- INPUT MATERIAL:
☆ ☆ ☆ ☆ ☆

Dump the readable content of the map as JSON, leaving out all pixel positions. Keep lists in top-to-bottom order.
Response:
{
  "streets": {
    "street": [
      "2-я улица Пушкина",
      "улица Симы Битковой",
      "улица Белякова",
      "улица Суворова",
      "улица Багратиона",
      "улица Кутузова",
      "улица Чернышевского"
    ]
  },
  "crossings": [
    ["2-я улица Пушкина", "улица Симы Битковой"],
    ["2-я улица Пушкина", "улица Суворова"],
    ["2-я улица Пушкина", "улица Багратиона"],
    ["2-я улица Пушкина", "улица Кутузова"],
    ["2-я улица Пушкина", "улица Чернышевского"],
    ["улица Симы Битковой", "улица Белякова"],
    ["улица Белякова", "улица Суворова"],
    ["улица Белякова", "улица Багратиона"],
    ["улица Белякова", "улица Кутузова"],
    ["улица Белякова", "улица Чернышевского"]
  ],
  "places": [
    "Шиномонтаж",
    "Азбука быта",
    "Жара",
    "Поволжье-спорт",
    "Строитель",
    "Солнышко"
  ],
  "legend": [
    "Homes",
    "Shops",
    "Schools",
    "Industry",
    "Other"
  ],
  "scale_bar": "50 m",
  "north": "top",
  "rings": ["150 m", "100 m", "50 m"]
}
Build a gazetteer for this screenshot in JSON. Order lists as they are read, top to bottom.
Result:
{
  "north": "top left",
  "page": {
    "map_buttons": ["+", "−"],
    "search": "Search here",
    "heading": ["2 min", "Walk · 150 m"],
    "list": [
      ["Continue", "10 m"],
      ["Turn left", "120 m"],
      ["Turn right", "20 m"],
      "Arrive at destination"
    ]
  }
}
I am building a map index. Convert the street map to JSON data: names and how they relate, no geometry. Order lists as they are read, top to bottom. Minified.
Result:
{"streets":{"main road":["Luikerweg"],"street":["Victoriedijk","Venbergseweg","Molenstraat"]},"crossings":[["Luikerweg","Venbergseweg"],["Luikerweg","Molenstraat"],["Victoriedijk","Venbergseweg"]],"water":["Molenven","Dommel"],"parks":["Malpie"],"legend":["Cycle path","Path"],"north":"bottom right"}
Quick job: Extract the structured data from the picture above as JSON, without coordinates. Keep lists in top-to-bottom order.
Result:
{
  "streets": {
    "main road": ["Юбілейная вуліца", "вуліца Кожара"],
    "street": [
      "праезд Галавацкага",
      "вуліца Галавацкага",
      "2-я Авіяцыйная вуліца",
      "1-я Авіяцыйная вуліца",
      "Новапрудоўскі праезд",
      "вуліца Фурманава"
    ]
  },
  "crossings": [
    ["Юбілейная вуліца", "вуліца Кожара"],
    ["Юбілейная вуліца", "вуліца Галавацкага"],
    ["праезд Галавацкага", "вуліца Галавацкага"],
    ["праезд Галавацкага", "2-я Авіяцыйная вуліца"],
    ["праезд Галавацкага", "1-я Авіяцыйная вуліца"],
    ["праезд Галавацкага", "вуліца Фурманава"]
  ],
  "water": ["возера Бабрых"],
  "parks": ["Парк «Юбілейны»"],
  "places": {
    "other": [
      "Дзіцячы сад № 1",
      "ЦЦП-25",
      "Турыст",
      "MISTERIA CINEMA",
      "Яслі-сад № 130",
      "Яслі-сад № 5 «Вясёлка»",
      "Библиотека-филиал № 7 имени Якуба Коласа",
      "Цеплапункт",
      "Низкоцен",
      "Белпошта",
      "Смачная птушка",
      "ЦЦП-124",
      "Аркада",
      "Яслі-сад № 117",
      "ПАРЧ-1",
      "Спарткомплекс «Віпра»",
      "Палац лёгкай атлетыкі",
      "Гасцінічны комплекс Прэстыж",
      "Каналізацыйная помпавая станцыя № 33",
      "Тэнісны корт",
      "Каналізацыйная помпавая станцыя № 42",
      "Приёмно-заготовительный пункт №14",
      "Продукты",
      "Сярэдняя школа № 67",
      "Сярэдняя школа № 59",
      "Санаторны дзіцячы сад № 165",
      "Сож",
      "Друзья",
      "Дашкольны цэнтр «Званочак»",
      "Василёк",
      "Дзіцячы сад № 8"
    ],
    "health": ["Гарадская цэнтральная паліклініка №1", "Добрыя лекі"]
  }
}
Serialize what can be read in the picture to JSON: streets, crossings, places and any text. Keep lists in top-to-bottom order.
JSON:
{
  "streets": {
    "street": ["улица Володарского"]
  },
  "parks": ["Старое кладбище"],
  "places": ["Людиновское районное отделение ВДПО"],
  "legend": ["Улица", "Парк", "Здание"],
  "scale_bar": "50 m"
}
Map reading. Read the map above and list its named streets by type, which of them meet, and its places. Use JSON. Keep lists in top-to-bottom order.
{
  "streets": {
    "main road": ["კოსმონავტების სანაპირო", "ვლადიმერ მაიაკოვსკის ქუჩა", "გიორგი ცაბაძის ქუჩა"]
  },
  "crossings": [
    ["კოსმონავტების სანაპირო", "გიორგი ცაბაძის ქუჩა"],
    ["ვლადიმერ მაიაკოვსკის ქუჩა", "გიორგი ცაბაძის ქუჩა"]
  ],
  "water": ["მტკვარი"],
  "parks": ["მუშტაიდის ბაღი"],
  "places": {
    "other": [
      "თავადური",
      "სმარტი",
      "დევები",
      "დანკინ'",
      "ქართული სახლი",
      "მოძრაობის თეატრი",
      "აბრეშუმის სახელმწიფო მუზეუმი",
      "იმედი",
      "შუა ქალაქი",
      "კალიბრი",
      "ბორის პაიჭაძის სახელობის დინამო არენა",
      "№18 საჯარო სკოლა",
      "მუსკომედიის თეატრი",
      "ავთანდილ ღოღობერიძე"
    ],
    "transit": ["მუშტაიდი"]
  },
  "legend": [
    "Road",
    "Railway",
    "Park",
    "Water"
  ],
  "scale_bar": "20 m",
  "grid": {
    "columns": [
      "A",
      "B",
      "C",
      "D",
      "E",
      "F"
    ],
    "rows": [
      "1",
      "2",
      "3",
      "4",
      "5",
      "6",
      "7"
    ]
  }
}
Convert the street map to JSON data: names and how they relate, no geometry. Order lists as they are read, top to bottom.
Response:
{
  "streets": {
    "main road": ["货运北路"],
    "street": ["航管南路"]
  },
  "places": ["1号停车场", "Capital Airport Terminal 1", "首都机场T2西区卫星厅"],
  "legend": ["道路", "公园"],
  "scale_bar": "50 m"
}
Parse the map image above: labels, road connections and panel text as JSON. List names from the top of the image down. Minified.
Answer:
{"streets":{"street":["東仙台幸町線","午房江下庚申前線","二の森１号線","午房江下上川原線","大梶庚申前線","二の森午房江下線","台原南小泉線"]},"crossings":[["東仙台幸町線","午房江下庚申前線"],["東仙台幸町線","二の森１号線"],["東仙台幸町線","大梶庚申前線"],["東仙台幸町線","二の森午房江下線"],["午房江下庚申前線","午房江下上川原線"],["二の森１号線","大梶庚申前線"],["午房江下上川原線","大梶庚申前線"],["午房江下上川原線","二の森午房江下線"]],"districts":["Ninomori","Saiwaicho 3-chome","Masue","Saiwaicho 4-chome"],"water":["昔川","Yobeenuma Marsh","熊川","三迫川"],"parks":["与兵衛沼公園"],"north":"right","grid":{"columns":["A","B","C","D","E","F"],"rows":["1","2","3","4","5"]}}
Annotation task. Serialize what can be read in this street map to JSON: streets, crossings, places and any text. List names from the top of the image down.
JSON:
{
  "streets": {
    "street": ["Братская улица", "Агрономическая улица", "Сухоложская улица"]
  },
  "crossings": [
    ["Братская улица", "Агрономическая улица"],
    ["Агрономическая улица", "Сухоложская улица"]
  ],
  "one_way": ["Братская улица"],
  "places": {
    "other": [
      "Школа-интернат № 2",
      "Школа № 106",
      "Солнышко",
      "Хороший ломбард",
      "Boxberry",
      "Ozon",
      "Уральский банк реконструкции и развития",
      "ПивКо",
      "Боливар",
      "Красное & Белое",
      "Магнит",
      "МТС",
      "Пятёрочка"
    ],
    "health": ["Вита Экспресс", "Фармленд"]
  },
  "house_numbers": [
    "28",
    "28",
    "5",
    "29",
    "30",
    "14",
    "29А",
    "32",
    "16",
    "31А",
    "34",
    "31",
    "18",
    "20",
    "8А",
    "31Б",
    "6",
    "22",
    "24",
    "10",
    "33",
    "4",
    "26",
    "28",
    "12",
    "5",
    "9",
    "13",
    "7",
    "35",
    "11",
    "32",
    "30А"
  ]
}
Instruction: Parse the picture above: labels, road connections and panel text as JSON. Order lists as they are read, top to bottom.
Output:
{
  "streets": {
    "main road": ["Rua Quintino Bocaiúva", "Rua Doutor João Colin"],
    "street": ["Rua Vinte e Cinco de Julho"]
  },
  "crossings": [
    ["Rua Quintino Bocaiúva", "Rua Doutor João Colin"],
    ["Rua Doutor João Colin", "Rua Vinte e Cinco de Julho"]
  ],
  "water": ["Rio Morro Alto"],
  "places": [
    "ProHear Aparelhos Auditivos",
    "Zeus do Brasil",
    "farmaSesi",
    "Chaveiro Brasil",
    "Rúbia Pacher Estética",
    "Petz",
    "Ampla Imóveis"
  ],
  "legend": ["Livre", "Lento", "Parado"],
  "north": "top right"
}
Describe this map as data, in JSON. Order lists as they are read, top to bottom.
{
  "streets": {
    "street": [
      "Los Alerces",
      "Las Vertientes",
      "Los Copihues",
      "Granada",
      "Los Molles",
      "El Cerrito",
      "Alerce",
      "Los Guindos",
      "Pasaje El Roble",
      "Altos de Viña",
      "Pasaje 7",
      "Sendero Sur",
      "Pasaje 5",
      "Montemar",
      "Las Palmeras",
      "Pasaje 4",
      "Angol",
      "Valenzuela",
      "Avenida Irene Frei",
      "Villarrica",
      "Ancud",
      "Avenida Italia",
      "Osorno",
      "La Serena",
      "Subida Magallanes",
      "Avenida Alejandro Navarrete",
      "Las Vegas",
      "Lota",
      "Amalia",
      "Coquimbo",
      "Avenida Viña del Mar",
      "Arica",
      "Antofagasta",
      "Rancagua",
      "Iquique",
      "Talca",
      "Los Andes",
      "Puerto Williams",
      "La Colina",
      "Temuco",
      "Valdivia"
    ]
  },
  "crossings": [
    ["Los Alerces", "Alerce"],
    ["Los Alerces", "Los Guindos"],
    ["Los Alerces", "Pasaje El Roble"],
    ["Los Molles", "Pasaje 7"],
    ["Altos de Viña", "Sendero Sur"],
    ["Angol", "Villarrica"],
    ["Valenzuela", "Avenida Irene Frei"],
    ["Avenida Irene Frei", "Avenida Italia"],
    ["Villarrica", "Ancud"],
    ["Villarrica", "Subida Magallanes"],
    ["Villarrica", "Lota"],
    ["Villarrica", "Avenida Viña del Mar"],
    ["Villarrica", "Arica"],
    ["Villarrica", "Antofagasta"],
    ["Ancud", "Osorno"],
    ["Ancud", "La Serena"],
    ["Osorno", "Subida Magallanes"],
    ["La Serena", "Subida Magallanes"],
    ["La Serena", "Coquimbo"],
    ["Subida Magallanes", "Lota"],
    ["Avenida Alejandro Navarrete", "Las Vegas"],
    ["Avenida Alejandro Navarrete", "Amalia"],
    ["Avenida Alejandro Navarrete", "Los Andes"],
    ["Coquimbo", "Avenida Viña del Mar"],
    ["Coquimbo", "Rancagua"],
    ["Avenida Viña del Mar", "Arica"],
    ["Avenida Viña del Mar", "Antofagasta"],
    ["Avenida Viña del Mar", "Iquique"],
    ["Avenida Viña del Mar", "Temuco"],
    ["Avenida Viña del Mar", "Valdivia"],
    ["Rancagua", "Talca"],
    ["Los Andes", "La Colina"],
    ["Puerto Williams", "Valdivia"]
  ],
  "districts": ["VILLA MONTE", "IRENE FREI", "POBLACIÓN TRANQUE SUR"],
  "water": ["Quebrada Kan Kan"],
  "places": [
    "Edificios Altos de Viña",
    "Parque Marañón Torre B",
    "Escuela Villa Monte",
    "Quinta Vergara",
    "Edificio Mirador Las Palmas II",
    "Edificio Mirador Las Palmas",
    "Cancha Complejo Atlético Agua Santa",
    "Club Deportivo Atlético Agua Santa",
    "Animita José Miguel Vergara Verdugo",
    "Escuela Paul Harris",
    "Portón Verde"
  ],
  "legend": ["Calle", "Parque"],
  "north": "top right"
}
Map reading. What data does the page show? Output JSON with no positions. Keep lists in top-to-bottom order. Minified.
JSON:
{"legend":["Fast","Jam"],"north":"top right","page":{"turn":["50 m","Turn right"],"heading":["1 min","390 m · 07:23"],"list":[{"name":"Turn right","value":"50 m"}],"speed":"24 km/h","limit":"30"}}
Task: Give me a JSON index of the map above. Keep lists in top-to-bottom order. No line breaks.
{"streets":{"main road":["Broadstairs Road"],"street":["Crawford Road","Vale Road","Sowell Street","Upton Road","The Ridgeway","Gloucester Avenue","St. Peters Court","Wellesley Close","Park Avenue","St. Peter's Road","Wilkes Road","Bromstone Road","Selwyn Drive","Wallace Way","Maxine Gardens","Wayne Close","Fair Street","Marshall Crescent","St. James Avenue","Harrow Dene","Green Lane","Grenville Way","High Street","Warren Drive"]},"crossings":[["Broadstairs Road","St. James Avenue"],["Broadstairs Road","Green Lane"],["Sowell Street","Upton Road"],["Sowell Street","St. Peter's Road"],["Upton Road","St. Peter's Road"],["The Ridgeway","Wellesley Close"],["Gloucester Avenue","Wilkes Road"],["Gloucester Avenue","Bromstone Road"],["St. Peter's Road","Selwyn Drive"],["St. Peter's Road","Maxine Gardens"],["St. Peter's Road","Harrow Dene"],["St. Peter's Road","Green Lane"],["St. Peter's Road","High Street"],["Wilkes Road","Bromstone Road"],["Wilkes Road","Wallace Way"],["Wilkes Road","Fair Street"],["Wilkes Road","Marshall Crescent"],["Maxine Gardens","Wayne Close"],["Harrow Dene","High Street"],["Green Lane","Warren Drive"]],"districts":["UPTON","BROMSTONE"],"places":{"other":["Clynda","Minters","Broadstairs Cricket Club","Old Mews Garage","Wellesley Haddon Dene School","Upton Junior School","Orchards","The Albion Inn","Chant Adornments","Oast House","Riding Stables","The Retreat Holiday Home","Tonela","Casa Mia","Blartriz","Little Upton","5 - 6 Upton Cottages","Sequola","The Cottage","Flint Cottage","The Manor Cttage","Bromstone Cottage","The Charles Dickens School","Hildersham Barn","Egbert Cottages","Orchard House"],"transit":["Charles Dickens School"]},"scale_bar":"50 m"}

☆ ☆ ☆ ☆ ☆

Taking the records above as input, show every line in which the word "names" is present.

- RESULT:
I am building a map index. Convert the street map to JSON data: names and how they relate, no geometry. Order lists as they are read, top to bottom. Minified.
Convert the street map to JSON data: names and how they relate, no geometry. Order lists as they are read, top to bottom.
Parse the map image above: labels, road connections and panel text as JSON. List names from the top of the image down. Minified.
Annotation task. Serialize what can be read in this street map to JSON: streets, crossings, places and any text. List names from the top of the image down.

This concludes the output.